→ MATERIAL FOR THIS TASK
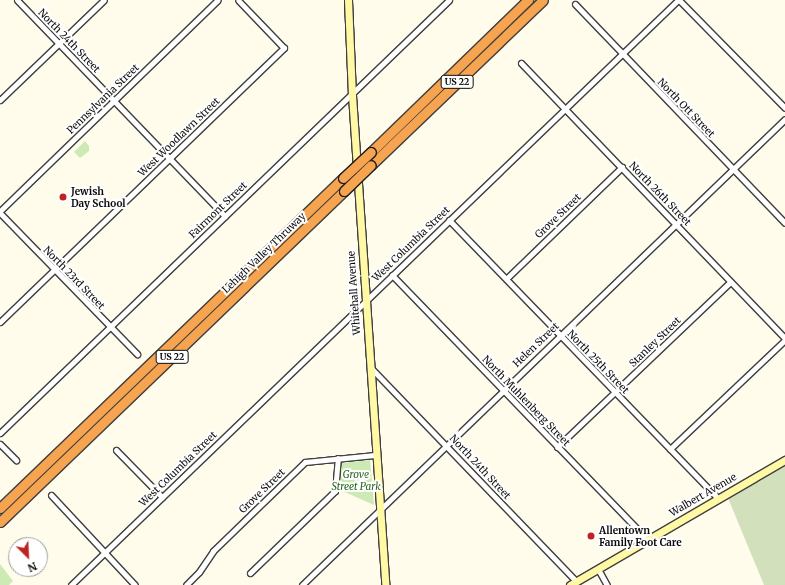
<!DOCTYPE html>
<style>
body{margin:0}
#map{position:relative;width:785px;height:585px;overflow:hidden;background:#fffceb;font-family:Merriweather,serif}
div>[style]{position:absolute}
.green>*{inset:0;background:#cdeab4}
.cemetery>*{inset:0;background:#d3e0bc}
.roads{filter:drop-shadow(1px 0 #3f3f3f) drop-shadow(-1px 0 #3f3f3f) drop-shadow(0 1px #3f3f3f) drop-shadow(0 -1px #3f3f3f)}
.street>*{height:5px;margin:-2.5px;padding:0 2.5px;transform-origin:2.5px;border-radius:2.5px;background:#fff}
.secondary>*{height:7px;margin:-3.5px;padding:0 3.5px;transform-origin:3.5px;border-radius:3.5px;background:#fff9a6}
.highway>*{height:9px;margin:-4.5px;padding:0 4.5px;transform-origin:4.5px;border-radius:4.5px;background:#f7a450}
.bridges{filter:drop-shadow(1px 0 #1d1d1d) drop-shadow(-1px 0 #1d1d1d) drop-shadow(0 1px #1d1d1d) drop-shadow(0 -1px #1d1d1d)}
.highway-bridge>*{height:9px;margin:-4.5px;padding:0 4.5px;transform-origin:4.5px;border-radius:4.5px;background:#f7a450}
.dots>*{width:11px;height:11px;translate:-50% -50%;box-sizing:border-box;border:2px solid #fff;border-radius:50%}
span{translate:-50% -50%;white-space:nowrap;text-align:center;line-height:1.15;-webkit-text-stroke:4px #fff;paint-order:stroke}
.shield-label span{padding:1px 3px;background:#fff;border:1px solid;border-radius:3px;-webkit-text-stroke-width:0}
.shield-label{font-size:9px;color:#0c0c0c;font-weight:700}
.street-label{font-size:10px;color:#0c0c0c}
.poi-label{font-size:10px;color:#0c0c0c;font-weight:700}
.left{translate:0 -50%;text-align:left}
.park-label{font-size:10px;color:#27641b;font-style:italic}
.north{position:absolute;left:8px;top:537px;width:40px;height:40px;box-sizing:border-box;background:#fff;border:1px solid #9e9e9e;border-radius:50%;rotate:156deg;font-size:11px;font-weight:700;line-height:16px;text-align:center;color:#0c0c0c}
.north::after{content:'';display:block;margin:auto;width:14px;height:18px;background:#be2222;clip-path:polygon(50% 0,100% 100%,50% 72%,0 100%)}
</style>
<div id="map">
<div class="green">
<i style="clip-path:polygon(85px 141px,89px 146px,89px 151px,80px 158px,74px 152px)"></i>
<i style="clip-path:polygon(370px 460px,374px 505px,340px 490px,340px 463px)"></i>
<i style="clip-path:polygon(0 564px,13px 581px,9px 585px,0 585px)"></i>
</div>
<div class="cemetery">
<i style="clip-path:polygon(785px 466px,785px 585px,764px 585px,728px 498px)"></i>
</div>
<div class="roads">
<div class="street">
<i style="left:17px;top:0;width:300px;rotate:46.1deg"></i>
<i style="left:679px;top:0;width:151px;rotate:45.5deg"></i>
<i style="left:575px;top:4px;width:303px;rotate:46.2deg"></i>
<i style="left:521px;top:63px;width:381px;rotate:46.2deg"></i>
<i style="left:0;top:100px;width:144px;rotate:-43.9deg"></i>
<i style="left:0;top:211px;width:303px;rotate:-44.1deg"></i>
<i style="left:0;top:213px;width:197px;rotate:45.8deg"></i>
<i style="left:449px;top:220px;width:388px;rotate:46deg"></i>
<i style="left:392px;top:275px;width:367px;rotate:46deg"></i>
<i style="left:507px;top:278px;width:160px;rotate:-44deg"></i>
<i style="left:0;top:322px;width:395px;rotate:-44deg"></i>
<i style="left:284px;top:48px;width:66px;rotate:-133.8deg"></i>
<i style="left:370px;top:367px;width:297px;rotate:46.1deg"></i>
<i style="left:0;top:433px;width:624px;rotate:-43.96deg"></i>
<i style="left:0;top:444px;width:23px;rotate:45deg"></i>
<i style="left:557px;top:447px;width:239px;rotate:-43.6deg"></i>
<i style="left:670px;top:449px;width:158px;rotate:-43.5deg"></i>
<i style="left:116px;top:450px;width:66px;rotate:45.6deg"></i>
<i style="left:51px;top:495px;width:123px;rotate:47deg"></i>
<i style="left:598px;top:569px;width:18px;rotate:61deg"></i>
<i style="left:250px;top:573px;width:118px;rotate:-44deg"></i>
<i style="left:335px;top:491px;width:33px;rotate:-85deg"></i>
<i style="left:71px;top:585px;width:843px;rotate:-43.94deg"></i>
<i style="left:186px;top:585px;width:18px;rotate:-45deg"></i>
<i style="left:199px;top:572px;width:25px;rotate:-56deg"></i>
<i style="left:213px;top:551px;width:128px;rotate:-44.1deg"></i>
<i style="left:305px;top:462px;width:70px;rotate:-5.7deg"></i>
<i style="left:302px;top:585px;width:671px;rotate:-43.97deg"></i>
</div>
<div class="secondary">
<i style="left:348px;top:0;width:95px;rotate:87.6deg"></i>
<i style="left:352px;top:95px;width:491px;rotate:86.1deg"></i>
<i style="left:570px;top:585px;width:249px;rotate:-30.2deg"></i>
</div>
<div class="highway">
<i style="left:371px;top:152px;width:219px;rotate:-44.1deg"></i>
<i style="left:371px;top:165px;width:238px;rotate:-43.8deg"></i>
<i style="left:0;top:508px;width:476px;rotate:-43.9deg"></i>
<i style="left:0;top:522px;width:477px;rotate:-43.9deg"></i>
</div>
</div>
<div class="bridges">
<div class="highway-bridge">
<i style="left:343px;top:178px;width:38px;rotate:-43deg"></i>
<i style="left:344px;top:191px;width:37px;rotate:-44deg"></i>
</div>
</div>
<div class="dots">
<i style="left:63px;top:197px;background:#be2222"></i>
<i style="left:591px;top:536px;background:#be2222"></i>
</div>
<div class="shield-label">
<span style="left:457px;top:82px">US 22</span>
<span style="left:172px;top:357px">US 22</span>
</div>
<div class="street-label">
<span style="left:69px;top:41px;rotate:46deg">North 24th Street</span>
<span style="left:103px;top:99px;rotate:-44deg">Pennsylvania Street</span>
<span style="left:686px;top:108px;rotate:46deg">North Ott Street</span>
<span style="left:179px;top:137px;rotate:-44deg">West Woodlawn Street</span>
<span style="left:660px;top:194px;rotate:46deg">North 26th Street</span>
<span style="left:218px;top:210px;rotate:-44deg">Fairmont Street</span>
<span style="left:558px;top:216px;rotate:-44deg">Grove Street</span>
<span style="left:411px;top:244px;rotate:-44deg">West Columbia Street</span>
<span style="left:264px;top:253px;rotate:-44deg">Lehigh Valley Thruway</span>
<span style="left:74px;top:278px;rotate:46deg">North 23rd Street</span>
<span style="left:354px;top:293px;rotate:-94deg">Whitehall Avenue</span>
<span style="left:655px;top:342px;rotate:-44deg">Stanley Street</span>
<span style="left:536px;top:345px;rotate:-44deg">Helen Street</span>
<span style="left:598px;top:362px;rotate:46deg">North 25th Street</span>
<span style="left:526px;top:401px;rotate:46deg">North Muhlenberg Street</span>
<span style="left:480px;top:467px;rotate:47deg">North 24th Street</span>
<span style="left:178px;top:469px;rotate:-44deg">West Columbia Street</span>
<span style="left:262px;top:491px;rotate:-44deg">Grove Street</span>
<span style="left:703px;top:495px;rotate:-30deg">Walbert Avenue</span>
</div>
<div class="poi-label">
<span class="left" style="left:71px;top:197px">Jewish<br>Day School</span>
<span class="left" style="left:599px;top:536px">Allentown<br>Family Foot Care</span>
</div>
<div class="park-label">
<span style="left:356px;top:480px">Grove<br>Street Park</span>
</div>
<div class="north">N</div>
</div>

→ REQUIRED WORK
The lines wanted are those from the start of the material above through the line with "0 #3f3f3f) drop-shadow(-1px", both included; print them exactly and skip any picture.

→ TASK ANSWER
<!DOCTYPE html>
<style>
body{margin:0}
#map{position:relative;width:785px;height:585px;overflow:hidden;background:#fffceb;font-family:Merriweather,serif}
div>[style]{position:absolute}
.green>*{inset:0;background:#cdeab4}
.cemetery>*{inset:0;background:#d3e0bc}
.roads{filter:drop-shadow(1px 0 #3f3f3f) drop-shadow(-1px 0 #3f3f3f) drop-shadow(0 1px #3f3f3f) drop-shadow(0 -1px #3f3f3f)}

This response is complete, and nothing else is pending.